Israel Jimenez (Alvarez Delucio) – Mexico
Well, I’m going to talk about Mexican practice.
Kind of patents you can protect in Mexico is 2 ways – regular ways of the Paris Convention, and the other way we have PCT, National Phase – Phase 1, National Phase – Phase 2.
The deadlines on the Paris Convention, we have 12 months, and for PCT we have 3 months. No more months, no more extensions. It’s important for you. Mexico also has a lot of ways to protect when your clients or your inventors disclose without any protection. Mexico allows 12 months after disclosure.
Excess fees –
This is good news for you. No official fees are paid for excess pages in description or excess of claims.
As I made you aware, according to our practice we can submit a copy of a corresponding granted patent, and also we can submit documents related of technical examination report. Such documents can be submitted during the
prosecution, likewise to accelerate the prosecution of these patent applications, Mexico takes advantage of having a neighbour in the U.S. For this reason, Mexico is part of the Pilot Program of the PPH process from March 1st this year, and as you know, we have a very, very short time, but this maybe is a new way to accelerate all the patent applications in the future.
After satisfying the formal requirements the patent application is published in the official gazette. It’s important to note that no examination report is necessary.
What is good news for you is that the examination fees are included in the final fees.
Pharmaceutical Products – In my opinion, this is a hot topic for Mexico, because these kind patents have some difficulties to be granted, but it’s important to inform you that Mexico allows inventions of pharmaceutical products direct to the second use but they need to adopt the Swiss Style claims.
The one new hot topic in Mexico, concerns the Patent Applications direct to the Regime Dosage. In this respect
we had some meetings with Mexican authorities to discuss this topic but until now such Patent Applications are in discussion.

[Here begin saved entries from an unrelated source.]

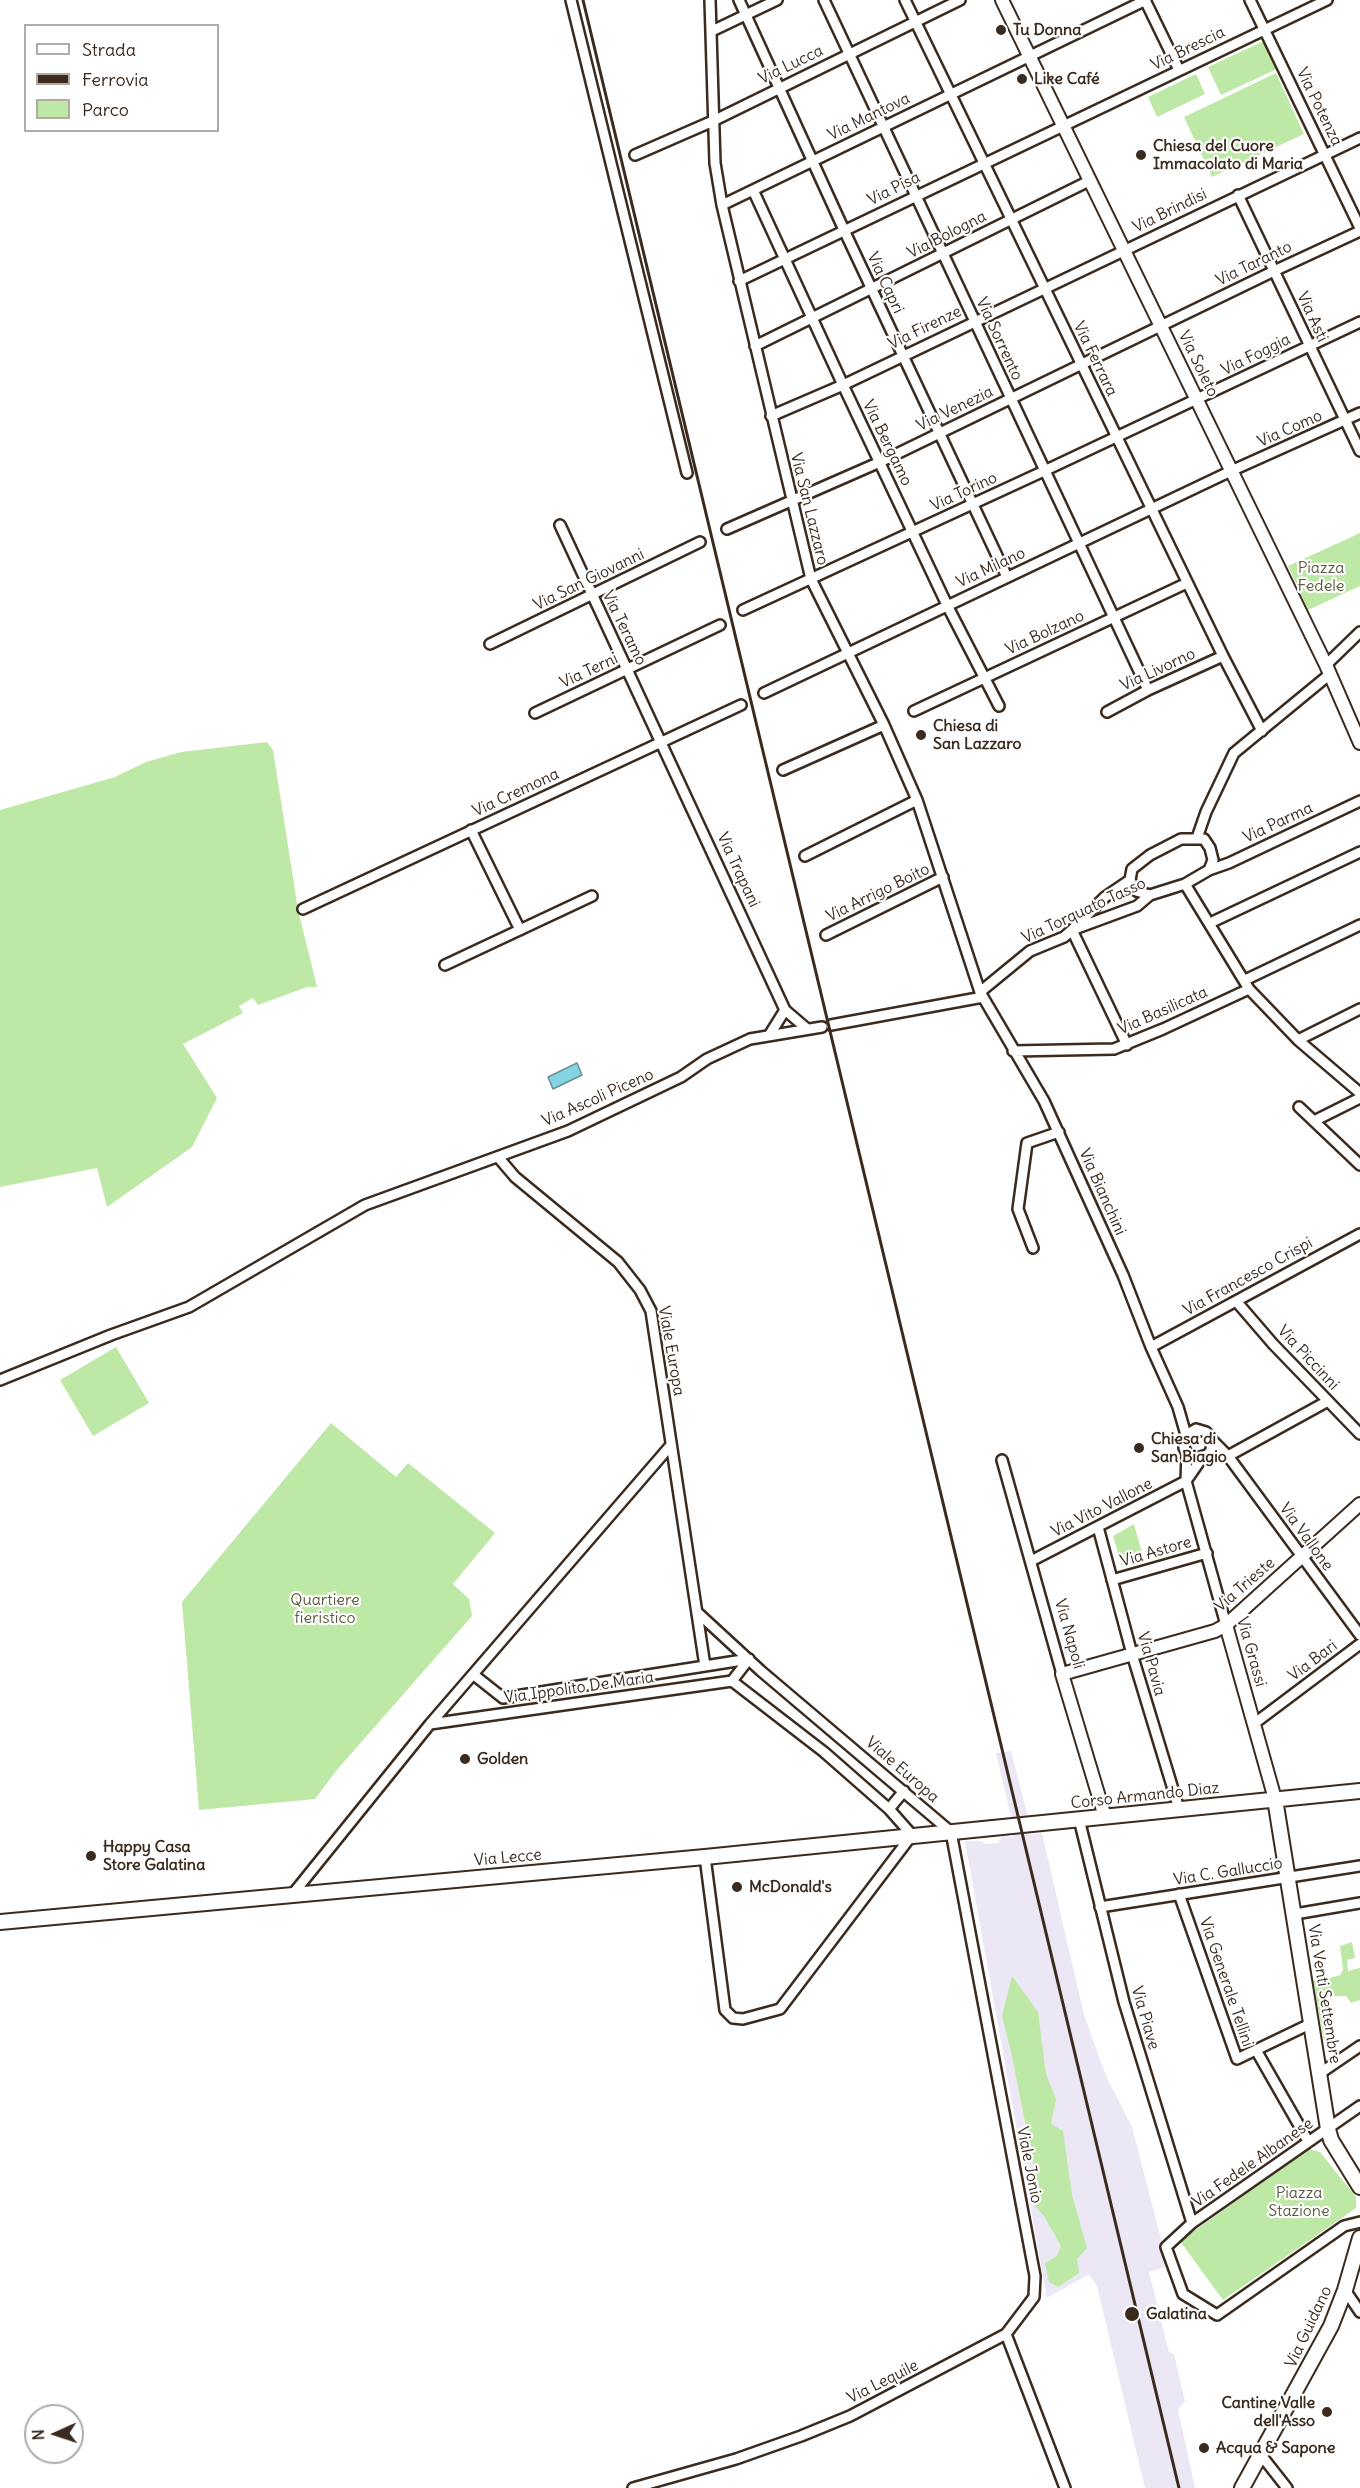 <!DOCTYPE html>
<html>
<head>
<meta charset="utf-8">
<style>
  body { margin:0 }
  #map { position:relative; width:1360px; height:2488px; overflow:hidden; background:#fff; font-family:Delius,sans-serif }
  canvas { display:block }
  .legend { position:absolute; left:24px; top:24px; width:195px; height:108px; box-sizing:border-box; background:#fff; border:2px solid #b1aaa5; margin:0; padding:8px 10px; list-style:none; font-size:18px; color:#3b2a1e }
  .legend li { display:flex; align-items:center; gap:12px; height:30px }
  .legend b { width:30px; border:2px solid #b1aaa5 }
  .north { position:absolute; left:24px; top:2404px; width:60px; height:60px; box-sizing:border-box; background:#fff; border:2px solid #b1aaa5; border-radius:50%; rotate:267deg; font-size:16px; font-weight:700; line-height:24px; text-align:center; color:#3b2a1e }
  .north::after { content:''; display:block; margin:auto; width:21px; height:27px; background:#3b2a1e; clip-path:polygon(50% 0,100% 100%,50% 72%,0 100%) }
</style>
</head>
<body>
<div id="map">
<canvas width="1360" height="2488"></canvas>
<ul class="legend">
<li><b style="height:8px;background:#fff"></b>Strada</li>
<li><b style="height:8px;background:#3b2a1e"></b>Ferrovia</li>
<li><b style="height:16px;background:#bee8a5"></b>Parco</li>
</ul>
<div class="north">N</div>
</div>
<script>
const c = document.querySelector('canvas').getContext('2d');
c.lineJoin = 'round';
function fillPath(path, color) {
  c.fillStyle = color;
  c.fill(path, 'evenodd');
}
function poly(rows) {
  const path = new Path2D();
  for (const r of rows) {
    path.moveTo(r[0], r[1]);
    for (let i = 2; i < r.length; i += 2) path.lineTo(r[i], r[i + 1]);
  }
  return path;
}
function trace(path, color, width, dash) {
  c.strokeStyle = color;
  c.lineWidth = width;
  c.lineCap = dash ? 'butt' : 'round';
  c.setLineDash(dash || []);
  c.stroke(path);
}
function drawText(font, color, halo, rows, align = 'center') {
  c.font = font + ' Delius,sans-serif';
  c.lineWidth = 4.5;
  c.setLineDash([]);
  c.textBaseline = 'middle';
  c.strokeStyle = halo;
  c.fillStyle = color;
  for (const [text, x, y, turn = 0] of rows) {
    c.save();
    c.translate(x, y);
    c.rotate((+turn || 0) * Math.PI / 180);
    c.textAlign = isNaN(turn) ? turn : align;
    if (halo) c.strokeText(text, 0, 0);
    c.fillText(text, 0, 0);
    c.restore();
  }
}
fillPath(poly([
  [1011,1751,1028,1817,1025,1818,1029,1835,1042,1833,1084,2015,1106,2076,1132,2127,1168,2266,1149,2272,1169,2352,1174,2354,1185,2401,1178,2409,1195,2488,1145,2488,1097,2286,1089,2274,1047,2298,965,1841,980,1841,985,1844,997,1843,1003,1836,1013,1837,1015,1833,996,1753]
]), '#ece7f5');
fillPath(poly([
  [1264,41,1277,69,1221,95,1208,67],
  [1276,73,1304,134,1212,177,1184,117],
  [1196,74,1205,94,1157,117,1148,97],
  [1360,533,1360,586,1308,610,1288,566],
  [267,742,273,750,298,910,317,987,307,987,258,1005,253,998,239,1006,243,1013,183,1044,217,1098,192,1147,107,1207,97,1168,0,1187,0,810,115,777,146,762,181,752],
  [116,1347,149,1403,93,1436,60,1380],
  [331,1423,396,1477,408,1463,495,1533,453,1584,469,1599,472,1616,336,1771,315,1799,199,1810,182,1602],
  [1134,1524,1144,1560,1122,1566,1113,1536],
  [1352,1942,1355,1958,1347,1960,1348,1971,1360,1968,1360,2000,1351,2003,1346,1996,1326,1996,1331,2039,1324,2041,1313,1980,1320,1981,1340,1975,1343,1970,1340,1946],
  [1012,1976,1038,2012,1046,2074,1056,2099,1051,2124,1063,2131,1072,2195,1087,2248,1077,2259,1079,2273,1058,2287,1049,2282,1045,2263,1057,2256,1061,2246,1044,2216,1033,2204,1036,2191,1035,2172,1012,2056,1002,2016],
  [1309,2149,1320,2152,1356,2197,1356,2208,1223,2300,1180,2241]
]), '#bee8a5');
const water = poly([
  [577,1063,582,1075,553,1089,548,1077,577,1063]
]);
fillPath(water, '#85d4e3');
trace(water, '#679094', 1.5);
const minor = poly([
  [571,0,687,473],
  [710,0,715,163,722,205,811,579,884,725,917,800,980,992,1044,1101,1123,1275,1151,1347,1178,1407,1186,1435,1184,1448,1187,1453,1197,1458,1207,1455,1211,1451,1212,1440,1206,1432,1196,1429,1186,1435],
  [739,0,844,230,1007,577],
  [824,0,1148,690],
  [905,0,1223,656,1262,731],
  [1145,0,1179,70],
  [1250,0,1360,228],
  [712,31,777,0],
  [635,155,713,121,960,0],
  [753,190,843,385,947,605,999,706],
  [1238,195,1360,451],
  [722,205,1146,0],
  [739,281,1327,0],
  [755,346,1089,181],
  [771,416,843,385,1360,138],
  [560,525,785,1010,806,1028],
  [727,529,880,462,1274,271,1360,231],
  [743,610,1044,471,1360,322],
  [490,644,700,542],
  [1326,665,1360,632],
  [764,693,1231,471,1360,413],
  [914,711,1187,583],
  [1107,712,1148,690,1223,656],
  [535,713,720,625],
  [783,770,884,725],
  [471,830,520,930],
  [1197,838,1206,812,1234,753,1330,674],
  [805,856,917,800],
  [1185,884,1249,989,1298,1040,1360,1093],
  [1150,895,1136,891,1130,880,1132,869,1150,855,1181,839,1204,839,1210,848,1213,860,1209,870],
  [303,909,741,705],
  [1210,923,1360,852],
  [1073,929,1105,897,1130,880],
  [1072,930,1127,1045],
  [826,935,943,877],
  [445,965,592,896],
  [1245,980,1360,925],
  [980,992,1030,951,1064,937,1072,930,1137,906,1150,895,1185,884,1209,870,1229,863,1360,801],
  [831,1025,983,997],
  [770,1034,785,1010],
  [1298,1040,1360,1009],
  [1013,1051,1114,1049,1163,1029,1249,989],
  [1299,1107,1360,1165],
  [1314,1121,1360,1098],
  [498,1157,515,1177,618,1262,640,1290,651,1311,705,1666],
  [1033,1248,1018,1209,1027,1143,1059,1132],
  [1236,1301,1273,1344,1360,1434],
  [1151,1347,1360,1234],
  [0,1380,111,1335,189,1307,365,1205,568,1131,681,1077,707,1059,750,1039,822,1027],
  [1212,1440,1228,1456,1360,1635],
  [1187,1453,1186,1481,1226,1625],
  [1207,1455,1228,1456,1328,1401],
  [1002,1460,1062,1674],
  [1098,1527,1132,1654,1179,1809],
  [1031,1561,1186,1481,1202,1458],
  [1112,1580,1207,1553],
  [474,1675,503,1698,749,1659],
  [732,1681,749,1659],
  [1255,1723,1360,1644],
  [430,1724,732,1681],
  [889,1809,904,1791],
  [1079,1819,1124,2002,1192,2223],
  [705,1857,725,2010,733,2018,743,2019,780,2009,912,1835,889,1809,824,1752,732,1681],
  [1179,1894,1237,2059,1312,2023],
  [292,1895,430,1724,671,1445],
  [1100,1907,1360,1866],
  [1295,1914,1360,1903],
  [1256,2050,1308,2141],
  [1319,2074,1360,2046],
  [1360,2106,1192,2223,1166,2247,1183,2294,1217,2315,1344,2226,1360,2222],
  [1345,2290,1360,2312],
  [1006,2334,1065,2488],
  [1261,2455,1287,2488],
  [633,2488,736,2459,801,2436,850,2416,1006,2334,1034,2297,1035,2276,951,1832,761,1671,698,1613]
]);
const tertiary = poly([
  [1002,0,1326,665,1360,743],
  [1226,1625,1275,1799],
  [1105,1817,1062,1674,1215,1631,1226,1625,1360,1504]
]);
const secondary = poly([
  [1275,1799,1328,2129,1331,2140,1360,2187],
  [0,1922,705,1857,1360,1791],
  [1242,2488,1331,2326,1345,2290,1360,2238]
]);
trace(minor, '#3b2a1e', 14);
trace(tertiary, '#3b2a1e', 16);
trace(secondary, '#3b2a1e', 18);
trace(minor, '#fff', 9);
trace(tertiary, '#fff', 12);
trace(secondary, '#fff', 14);
trace(poly([
  [583,0,1179,2488]
]), '#3b2a1e', 3);
for (const [x, y, r, color] of [
  [1001,30,6,"#3b2a1e"],
  [1022,79,6,"#3b2a1e"],
  [1141,155,6,"#3b2a1e"],
  [921,735,6,"#3b2a1e"],
  [1139,1448,6,"#3b2a1e"],
  [465,1759,6,"#3b2a1e"],
  [91,1856,6,"#3b2a1e"],
  [737,1887,6,"#3b2a1e"],
  [1132,2314,8,"#3b2a1e"],
  [1327,2412,6,"#3b2a1e"],
  [1204,2448,6,"#3b2a1e"]
]) {
  const dot = new Path2D();
  dot.arc(x, y, r, 0, 2 * Math.PI);
  c.fillStyle = color;
  c.fill(dot);
  trace(dot, '#fff', 2);
}
drawText('bold 16px', '#3b2a1e', '#fff', [
  ["Tu Donna",1013,30],
  ["Like Café",1034,79],
  ["Chiesa del Cuore",1153,146],
  ["Immacolato di Maria",1153,164],
  ["Chiesa di",933,726],
  ["San Lazzaro",933,744],
  ["Chiesa di",1151,1439],
  ["San Biagio",1151,1457],
  ["Golden",477,1759],
  ["Happy Casa",103,1847],
  ["Store Galatina",103,1865],
  ["McDonald's",749,1887],
  ["Galatina",1146,2314],
  ["Cantine Valle",1315,2403,"right"],
  ["dell'Asso",1315,2421,"right"],
  ["Acqua & Sapone",1216,2448]
], 'left');
drawText('16px', '#3b2a1e', '#fff', [
  ["Via Brescia",1188,49,-26],
  ["Via Lucca",791,65,-26],
  ["Via Potenza",1319,107,64],
  ["Via Mantova",869,117,-26],
  ["Via Pisa",894,189,-26],
  ["Via Brindisi",1170,211,-26],
  ["Via Bologna",947,235,-27],
  ["Via Taranto",1254,264,-26],
  ["Via Capri",885,283,65],
  ["Via Asti",1312,317,65],
  ["Via Firenze",925,328,-26],
  ["Via Sorrento",999,339,65],
  ["Via Foggia",1256,355,-26],
  ["Via Ferrara",1095,359,64],
  ["Via Soleto",1198,364,64],
  ["Via Venezia",955,409,-26],
  ["Via Como",1290,429,-24],
  ["Via Bergamo",887,443,64],
  ["Via Torino",964,492,-25],
  ["Via San Lazzaro",809,509,76],
  ["Via Milano",991,568,-25],
  ["Via San Giovanni",589,580,-26],
  ["Via Teramo",624,628,64],
  ["Via Bolzano",1045,633,-25],
  ["Via Livorno",1158,670,-25],
  ["Via Terni",589,671,-25],
  ["Via Cremona",516,793,-25],
  ["Via Parma",1278,823,-25],
  ["Via Trapani",738,870,65],
  ["Via Arrigo Boito",878,893,-26],
  ["Via Torquato Tasso",1084,911,-25],
  ["Via Basilicata",1163,1011,-24],
  ["Via Ascoli Piceno",598,1098,-24],
  ["Via Bianchini",1102,1192,66],
  ["Via Francesco Crispi",1248,1277,-29],
  ["Viale Europa",671,1351,80],
  ["Via Piccinni",1308,1358,47],
  ["Via Vito Vallone",1102,1508,-27],
  ["Via Vallone",1306,1537,54],
  ["Via Astore",1156,1552,-16],
  ["Via Trieste",1245,1585,-41],
  ["Via Napoli",1069,1634,74],
  ["Via Grassi",1251,1652,74],
  ["Via Bari",1313,1661,-37],
  ["Via Pavia",1151,1664,74],
  ["Via Ippolito De Maria",579,1688,-8],
  ["Viale Europa",902,1770,41],
  ["Corso Armando Diaz",1145,1796,-6],
  ["Via Lecce",508,1858,-5],
  ["Via C. Galluccio",1228,1872,-9],
  ["Via Generale Tellini",1226,1982,71],
  ["Via Venti Settembre",1324,1994,81],
  ["Via Piave",1145,2018,74],
  ["Via Fedele Albanese",1253,2163,-35],
  ["Viale Jonio",1029,2165,79],
  ["Via Guidano",1309,2327,-65],
  ["Via Lequile",883,2382,-27]
]);
drawText('16px', '#5c5a40', '#fff', [
  ["Piazza",1321,568],
  ["Fedele",1321,586],
  ["Quartiere",325,1600],
  ["fieristico",325,1618],
  ["Piazza",1299,2193],
  ["Stazione",1299,2211]
]);
</script>
</body>
</html>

Software and Business Methods – Well, this is another hot topic, as in other countries. As you know, the software can be protected as copyright, but in Mexico the Patent Application which involves software can be patented. But just In case of such Applications, if there is a technical contribution to the prior art, this
is the only way you can get a patent. An example for this kind of patent can be a computer controller process which moves a robot arm, etc., but until now we had some meetings with the Mexican authorities in order to determine what happened with these applications, and we are working to establish the guidelines for this matter.
In connection with the Business Methods, there are a lot of patents trying to protect them, but until not in Mexico,
they are not patentable.
Disclosure requirements – Well, it’s important to point it out that Mexican Examiners are requiring us to submit relevant documents in order to demonstrate the novelty and inventive step of the invention. Such documents can be submitted in the English language. An example of this is that the Mexican examiners require us to file the translation of Russian or Chinese documents, because it’s impossible to understand them.
Third party observation – this is the last amendment in our IP Mexican Law: “A third party can submit some
information to demonstrate a lack of novelty and inventive step of the patent applications. Between the 6 months after this application has been published in the Official Gazette.